Solar output on the California Independent System Operator (ISO) electric system droppedby 55 percent during the Great American Eclipse on Aug. 21, according to an analysis of that day’s data.
Grid-connected solar generation tumbled more than 3,500 megawatts (MW) in just over an hour. That doesn’t reflect the loss of “behind-the-meter” rooftop solar installations, estimated at 1,300 to 1,500 MW, in the morning hours when the moon blocked the sun, powering down much of the state’s solar energy production.

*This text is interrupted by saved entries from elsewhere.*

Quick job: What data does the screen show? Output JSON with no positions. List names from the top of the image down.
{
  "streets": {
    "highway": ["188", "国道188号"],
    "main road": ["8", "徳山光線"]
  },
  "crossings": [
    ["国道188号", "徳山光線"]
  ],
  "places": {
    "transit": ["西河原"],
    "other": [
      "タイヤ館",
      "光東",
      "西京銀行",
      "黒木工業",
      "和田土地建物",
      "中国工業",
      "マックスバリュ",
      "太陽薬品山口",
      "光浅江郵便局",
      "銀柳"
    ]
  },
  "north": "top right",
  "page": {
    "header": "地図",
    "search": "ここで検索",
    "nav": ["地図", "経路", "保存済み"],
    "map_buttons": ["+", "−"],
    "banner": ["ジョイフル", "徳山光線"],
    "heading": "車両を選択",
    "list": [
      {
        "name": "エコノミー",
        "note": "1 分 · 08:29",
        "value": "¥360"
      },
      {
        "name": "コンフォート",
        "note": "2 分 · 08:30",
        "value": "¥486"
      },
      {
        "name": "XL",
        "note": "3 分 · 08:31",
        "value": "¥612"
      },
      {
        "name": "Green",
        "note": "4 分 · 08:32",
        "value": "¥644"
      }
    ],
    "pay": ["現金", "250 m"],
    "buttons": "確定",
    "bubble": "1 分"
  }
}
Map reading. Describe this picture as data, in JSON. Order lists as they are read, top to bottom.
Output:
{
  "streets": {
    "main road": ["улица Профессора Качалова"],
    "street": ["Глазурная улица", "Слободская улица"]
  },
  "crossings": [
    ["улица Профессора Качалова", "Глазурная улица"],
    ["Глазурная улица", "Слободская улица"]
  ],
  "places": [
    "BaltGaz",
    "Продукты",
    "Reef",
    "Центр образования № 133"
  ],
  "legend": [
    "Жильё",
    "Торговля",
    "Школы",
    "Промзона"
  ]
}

Much of that decline in solar generation was replaced with an increase in electricity imports -including the ISO’s western Energy Imbalance Market (EIM) – hydropower, and natural gas power plants.The ISO also thanks consumers who did their part to conserve electricity and relieve stress on the grid during the eclipse.
After the sun emerged from the eclipse, solar production ramped up quickly, as much as 150MW a minute, before leveling off to normal conditions.
As an electric system with the most solar capacity in the nation, the ISO power grid and energy market performed efficiently during the three-hour eclipse, with operators reporting no troubles managing the drop-off and steep rise in solar generation that morning. The success of the market during the historic natural event illustrated the potential resiliency of power grids absorbing growing amounts of renewable energy.
The ISO began planning more than a year ago for the expected drop in solar production during the eclipse, which covered anywhere from 55 to 80 percent of the sun in the ISO footprint. The ISO lined up reserves of non-solar energy to be bid into the day-ahead market, along with extra regulation to help control frequency swings during the rapid spike in solar output immediately after the eclipse.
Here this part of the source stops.